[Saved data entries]
###
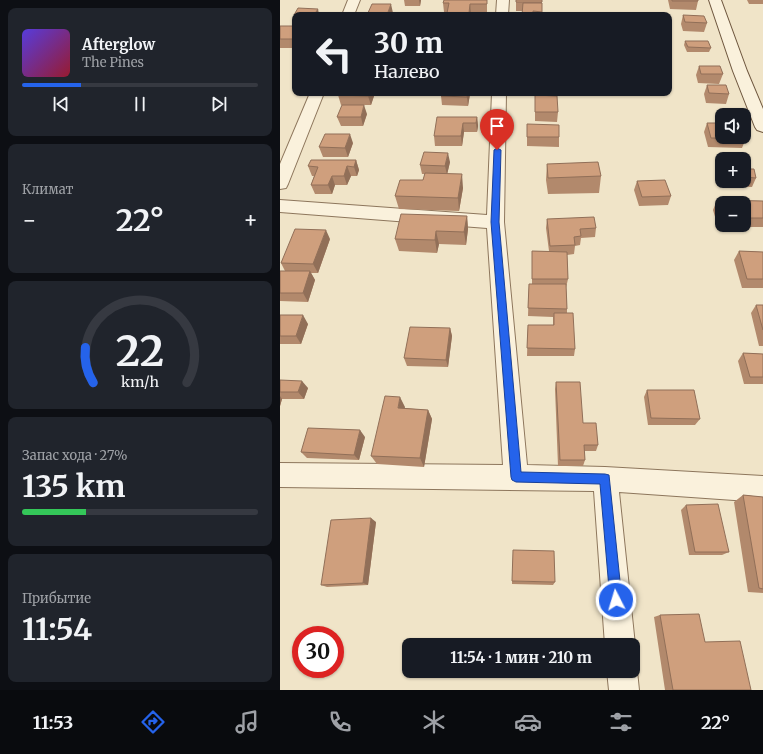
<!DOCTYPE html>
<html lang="ru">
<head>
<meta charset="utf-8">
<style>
	:root { --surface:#171b24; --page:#20242c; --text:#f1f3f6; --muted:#9ea1a6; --line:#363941; --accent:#2563eb }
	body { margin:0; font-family:Merriweather,serif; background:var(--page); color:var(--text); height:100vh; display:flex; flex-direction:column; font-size:15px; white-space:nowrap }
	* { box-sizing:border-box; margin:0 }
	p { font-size:13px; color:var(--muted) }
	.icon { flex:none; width:22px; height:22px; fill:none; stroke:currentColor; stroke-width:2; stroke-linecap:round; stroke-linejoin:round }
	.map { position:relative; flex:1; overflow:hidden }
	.sheet { display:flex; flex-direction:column; gap:8px; padding:8px; background:#0d0f14; width:280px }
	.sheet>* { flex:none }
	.top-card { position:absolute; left:12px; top:12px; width:380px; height:84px; border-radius:8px; box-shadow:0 1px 3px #0004; background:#171b24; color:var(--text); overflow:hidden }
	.fabs { position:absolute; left:435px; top:108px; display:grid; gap:8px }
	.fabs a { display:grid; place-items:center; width:36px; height:36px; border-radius:8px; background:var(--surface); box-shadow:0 1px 3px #0004; font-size:20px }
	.speed { position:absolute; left:12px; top:626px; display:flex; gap:8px; font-size:20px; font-weight:700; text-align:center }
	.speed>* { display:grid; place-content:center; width:52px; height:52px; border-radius:50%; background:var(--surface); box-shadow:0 1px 3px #0004; line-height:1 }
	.speed .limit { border:6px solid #d22; background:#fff; color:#111 }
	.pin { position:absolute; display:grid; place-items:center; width:34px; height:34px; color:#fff; margin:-41px -17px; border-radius:50% 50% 50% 0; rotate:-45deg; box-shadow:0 0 4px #0007 }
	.pin .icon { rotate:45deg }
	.me { position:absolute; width:44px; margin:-22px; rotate:355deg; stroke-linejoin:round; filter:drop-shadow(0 0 3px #0008) }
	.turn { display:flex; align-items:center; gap:14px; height:84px; padding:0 16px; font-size:18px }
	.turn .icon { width:52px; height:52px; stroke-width:2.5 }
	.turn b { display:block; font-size:28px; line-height:34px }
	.big { font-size:30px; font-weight:700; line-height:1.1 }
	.sheet .widget { flex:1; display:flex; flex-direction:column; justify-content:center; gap:6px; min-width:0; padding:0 14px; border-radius:8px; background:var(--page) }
	.sheet .dial { align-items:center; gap:0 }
	.dial svg { height:104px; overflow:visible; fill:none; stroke:var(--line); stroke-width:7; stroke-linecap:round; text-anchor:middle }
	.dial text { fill:var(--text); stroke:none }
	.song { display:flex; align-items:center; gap:12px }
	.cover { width:48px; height:48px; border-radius:6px; background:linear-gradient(135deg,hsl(250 70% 55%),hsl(350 70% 35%)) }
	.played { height:4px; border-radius:2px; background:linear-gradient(90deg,var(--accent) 25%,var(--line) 25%) }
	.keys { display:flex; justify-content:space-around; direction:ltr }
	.heat { display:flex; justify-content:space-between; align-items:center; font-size:22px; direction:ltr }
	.charge { height:6px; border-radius:3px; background:linear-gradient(90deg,#34c759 27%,var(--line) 0) }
	.trip { position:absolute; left:122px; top:638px; width:238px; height:40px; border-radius:8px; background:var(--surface); box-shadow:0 1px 3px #0004; font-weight:700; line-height:40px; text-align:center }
	.tabs { display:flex; height:64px; justify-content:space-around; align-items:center; background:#090b0e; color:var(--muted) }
	.tabs .icon { width:28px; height:28px }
	.tabs .active { color:var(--accent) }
	.tabs b { font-size:18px; color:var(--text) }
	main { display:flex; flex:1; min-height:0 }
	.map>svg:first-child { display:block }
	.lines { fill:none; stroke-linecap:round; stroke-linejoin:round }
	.street-casing { stroke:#8d765c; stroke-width:2 }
	.secondary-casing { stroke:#6f573f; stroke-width:2 }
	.street { fill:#faf1dc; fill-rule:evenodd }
	.secondary { fill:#faf1dc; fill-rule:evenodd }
	.wall { fill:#b2896c; fill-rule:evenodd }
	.shaded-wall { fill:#916f58 }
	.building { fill:#cf9f7d; stroke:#916f58 }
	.route { fill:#2563eb; stroke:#184099 }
</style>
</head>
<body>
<main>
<section class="sheet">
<div class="widget">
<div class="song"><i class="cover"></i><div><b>Afterglow</b><p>The Pines</p></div></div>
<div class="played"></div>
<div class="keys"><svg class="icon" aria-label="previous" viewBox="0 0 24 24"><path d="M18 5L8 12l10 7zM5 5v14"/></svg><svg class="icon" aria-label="pause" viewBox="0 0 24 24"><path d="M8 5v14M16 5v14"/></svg><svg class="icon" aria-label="next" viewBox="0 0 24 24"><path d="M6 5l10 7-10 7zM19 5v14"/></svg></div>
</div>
<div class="widget"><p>Климат</p>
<div class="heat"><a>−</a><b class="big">22°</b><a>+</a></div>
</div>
<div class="widget dial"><svg viewBox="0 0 100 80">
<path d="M14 69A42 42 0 1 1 86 69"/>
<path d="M14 69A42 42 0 0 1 8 42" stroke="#2563eb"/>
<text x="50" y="56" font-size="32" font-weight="700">22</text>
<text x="50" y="72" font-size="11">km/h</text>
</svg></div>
<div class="widget"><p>Запас хода · 27%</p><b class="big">135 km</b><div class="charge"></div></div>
<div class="widget"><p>Прибытие</p><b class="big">11:54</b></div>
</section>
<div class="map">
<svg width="483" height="690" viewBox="0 0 483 690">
	<rect width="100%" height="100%" fill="#f0e4c8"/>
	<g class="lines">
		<defs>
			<path id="street" d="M68,0h12l-6,15h-12z
				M217,0h12l-1,15h-12z
				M30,93h14l-36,91 -2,4 -6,1v-25z
				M212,93h14l-2,129 23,243 78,2 158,9v26l-144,-10 16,153 -2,4v-4h-28l-11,-154 -314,-4v-24l223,2 -16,-237 -207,-16v-12l207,15z
				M353,661l4,10 2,19h-30l-2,-19h26z"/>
			<path id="secondary" d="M429,0h12l26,71 16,38v23l-6,-2 -2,-3 -22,-56z"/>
		</defs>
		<use href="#street" class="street-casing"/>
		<use href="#secondary" class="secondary-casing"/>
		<use href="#street" class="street"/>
		<use href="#secondary" class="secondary"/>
	</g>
	<path class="wall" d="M124,0h17l-1,6h-15z
		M207,0v13h-16v2h-23v-3h-4l-1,-9z
		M236,0h26v15h-20v-4h-6z
		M388,0h30v1l-2,9 -26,-1z
		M467,0h16v4h-14z
		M403,15l24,8 -3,9 -21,-1 -2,-7z
		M15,26v22h-15v-21z
		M405,41l26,7 -2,4h-22l-3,-7z
		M419,66l24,8 -4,10 -21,-1 -2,-8z
		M427,85l22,9 -3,10 -20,-1 -2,-9z
		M95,93l-4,12h-30l-3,-10z
		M162,93h41l-1,1h-12l-2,12 -26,-1 -1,-9z
		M255,95l23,17 -1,10 -22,-1z
		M87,114l-4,12h-22l-4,-9z
		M197,117l1,9 -1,6h-13l-2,14h-27l-1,-10z
		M427,123l39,15 -4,10 -34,-1 -4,-15z
		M247,124l32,13v10l-32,-1z
		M73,143l-5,14h-25l-4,-10z
		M76,160l3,10 -2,6h-6l-4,9h-12l-3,9h-17l-4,-9 3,-9h-2l-4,-10z
		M170,162l-3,12 16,14 -4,23 -60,-2 -4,-13 28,-16 2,-6h-3l-2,-9z
		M267,164l54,12 -2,17 -51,1 -2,-14z
		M464,169l12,9 -4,9 -23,-1 -1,-5h16z
		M357,181l34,15 -3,9 -29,1 -5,-16z
		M437,200l46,1v26h-45l-5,-17zM442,203h22v22h-22z
		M187,216l1,13 -2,16 -27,-1 -2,9 -38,-2 -4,-12z
		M267,219l49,9 -1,9 -14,1 -1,7 -5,1 -1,8 -7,1 1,24 -2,9 1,21v4l8,36 -1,7h-47l1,-31h25v-8l-25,-1 1,-32h3v-33h17l-3,-23z
		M50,239l-12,34h-7l4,7 -7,22 -28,-1v-30h5l-4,-8z
		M459,251l24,1v36h-21l-8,-28z
		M476,305h7v41h-4l-8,-33z
		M0,315l28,9 -7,20h-21z
		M170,328l2,8 -4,31 -41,-1 -3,-8z
		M463,353l20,1v30h-19l-6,-23z
		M0,380l28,8 -4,11h-22l-2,7z
		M276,382l27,41 15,22 -2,6h-12l1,9 -2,6h-25l-3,-77z
		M367,390l53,29 -5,6h-47l-4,-28z
		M125,407l-1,1 24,2 4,9 -8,48 -47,-3 -6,-8z
		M85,437l-6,23 -52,-2 -6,-6z
		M463,495l20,2v96l-15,-1 -14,-90z
		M406,505l43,47 -7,3h-33l-8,-45z
		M96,522l-8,63 -41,2 -6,-2z
		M232,581l43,1 -2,3 -41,-1z
		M380,615l45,27 46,48h-86l-11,-73z"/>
	<path class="shaded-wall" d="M139,0h2l-1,6z
		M111,4l2,9 -1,2h-5z
		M190,4l1,9v2h-2z
		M38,9l1,5 -1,1h-4z
		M89,93h6l-4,12 -3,-9z
		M188,93h2v1l-2,12 -1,-9z
		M84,105l3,9 -4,12 -2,-9z
		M197,117l1,9 -1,6 -1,-9z
		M183,123l1,9 -2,14 -1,-10z
		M70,134l3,9 -5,14 -3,-9z
		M168,153l2,9 -3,13 -2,-9z
		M76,160l3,10 -2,6 -3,-9z
		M67,166l4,10 -4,9 -3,-9z
		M182,174l1,14 -4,23 -1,-13z
		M52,176l3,9 -3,9 -4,-9z
		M187,216l1,13 -2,16 -2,-13z
		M46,230l4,9 -12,34 -5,-9z
		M156,231l3,13 -2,9 -2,-13z
		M30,271l5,9 -7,22 -5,-9z
		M23,315l5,9 -7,20 -5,-8z
		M170,328l2,8 -4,31 -2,-7z
		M22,381l6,7 -4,11 -6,-7z
		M0,396l2,3 -2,7z
		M120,397l5,10 -2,11 -5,-10z
		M148,410l4,9 -8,48 -4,-9z
		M80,430l5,7 -6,23 -5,-5z
		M91,518l5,4 -8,63 -5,-2z"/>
	<path class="building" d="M164,0h43v4h-17l-1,9h-22l2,-10h-6z
		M236,0h26v2h-26z
		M392,0h26v1h-26z
		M243,3h19v9l-9,-1v4h-11z
		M92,4h19l-4,11h-20z
		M18,8l20,1 -4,6h-20z
		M403,15l21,1 3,7 -22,-1z
		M0,26h15v13h-15z
		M405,41h23l3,7 -23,-1z
		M419,66h21l3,8h-22z
		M427,85h19l3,9 -20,-1z
		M59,93h30l-1,3 -30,-1z
		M162,93h26l-1,4 -26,-1z
		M255,95l22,1 1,16h-23z
		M62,105h22l-3,12h-24z
		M157,117h40l-1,6h-13l-2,13h-27z
		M427,123h15v14h22v-4l2,5h-35z
		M247,124l32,1v12h-32z
		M45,134h25l-5,14 -26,-1z
		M144,152l24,1 -3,13 -25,-1z
		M31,160h45l-2,7 -7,-1 -3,10h-12l-4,9h-17l7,-18 -10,-1z
		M318,162l3,14 -53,2 -1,-14z
		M464,169h10l2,9 -12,-1z
		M145,173l37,1 -4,24 -63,-2 5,-16h23z
		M385,180l6,16 -29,1 -5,-16z
		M437,200l46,1v17h-19v-15h-22v14z
		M121,214l66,2 -3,16 -28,-1 -1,9 -40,-1z
		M314,217l2,11 -16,1 1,7 -7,1 1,8 -25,1 -3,-27z
		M15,229l31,1 -13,34 -32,-1z
		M252,251l35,1 1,27h-36z
		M459,251l24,1v27h-16z
		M0,271h30l-7,22h-23z
		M249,284h37l1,25 -39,-1z
		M476,305h7v25z
		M274,313h19l2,36 -48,-1 1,-23h26z
		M0,315h23l-7,21h-16z
		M130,327l40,1 -4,32 -42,-2z
		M463,353l20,1v23h-13z
		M0,380l22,1 -4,11h-18z
		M276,382h24l3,41h13l2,22h-14l1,15h-25z
		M367,390h47l6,29 -49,-1z
		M105,396l15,1 -2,11 30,2 -8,48 -49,-2z
		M28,428l52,2 -6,25 -53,-3z
		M463,495l20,2v92l-4,-1z
		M438,504l11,48h-34l-9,-47z
		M91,518l-8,65 -42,2 10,-65z
		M233,550l41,1 1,31 -43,-1z
		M419,614l6,28 35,-1 11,49h-78l-13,-75z"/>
	<path class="route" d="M217,148l4,2 -2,72 22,250 84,2 4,1 13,125 -2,4 -4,2 -5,-2 -1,-4 -10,-116 -84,-2 -4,-2 -1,-3 -20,-255 3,-72z"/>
</svg>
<div class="fabs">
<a><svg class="icon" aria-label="sound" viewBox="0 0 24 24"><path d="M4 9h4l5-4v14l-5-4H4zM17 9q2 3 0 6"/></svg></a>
<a>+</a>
<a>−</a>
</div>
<div class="speed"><div class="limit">30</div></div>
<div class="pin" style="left:217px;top:150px;background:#d93025"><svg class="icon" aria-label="arrive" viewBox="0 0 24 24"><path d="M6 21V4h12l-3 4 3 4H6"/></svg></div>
<svg class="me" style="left:336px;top:600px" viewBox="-20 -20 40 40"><circle r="17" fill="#2563eb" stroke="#fff" stroke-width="3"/><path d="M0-11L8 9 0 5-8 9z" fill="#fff"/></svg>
<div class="trip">11:54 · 1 мин · 210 m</div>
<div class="top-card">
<div class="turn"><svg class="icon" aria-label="left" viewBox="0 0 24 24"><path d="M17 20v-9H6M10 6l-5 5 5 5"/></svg><div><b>30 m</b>Налево</div></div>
</div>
</div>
</main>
<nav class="tabs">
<b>11:53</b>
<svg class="icon active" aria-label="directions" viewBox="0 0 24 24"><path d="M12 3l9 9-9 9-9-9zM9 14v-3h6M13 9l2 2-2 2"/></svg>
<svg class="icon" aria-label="music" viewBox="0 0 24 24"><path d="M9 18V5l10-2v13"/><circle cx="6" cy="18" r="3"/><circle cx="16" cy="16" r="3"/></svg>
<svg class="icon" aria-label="phone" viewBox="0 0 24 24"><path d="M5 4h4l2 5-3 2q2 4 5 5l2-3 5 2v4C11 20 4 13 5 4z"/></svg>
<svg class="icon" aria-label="climate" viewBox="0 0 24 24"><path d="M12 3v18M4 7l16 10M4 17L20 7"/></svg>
<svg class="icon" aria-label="car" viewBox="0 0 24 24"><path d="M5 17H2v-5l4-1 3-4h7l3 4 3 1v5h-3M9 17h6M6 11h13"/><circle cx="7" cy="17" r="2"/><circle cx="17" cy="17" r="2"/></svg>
<svg class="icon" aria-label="filters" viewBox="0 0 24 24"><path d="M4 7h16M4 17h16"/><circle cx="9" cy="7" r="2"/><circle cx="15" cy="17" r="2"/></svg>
<b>22°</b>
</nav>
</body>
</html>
###
**Required action**
Show the lines of the records above that mention "body".

**Response to the task**
	body { margin:0; font-family:Merriweather,serif; background:var(--page); color:var(--text); height:100vh; display:flex; flex-direction:column; font-size:15px; white-space:nowrap }
<body>
</body>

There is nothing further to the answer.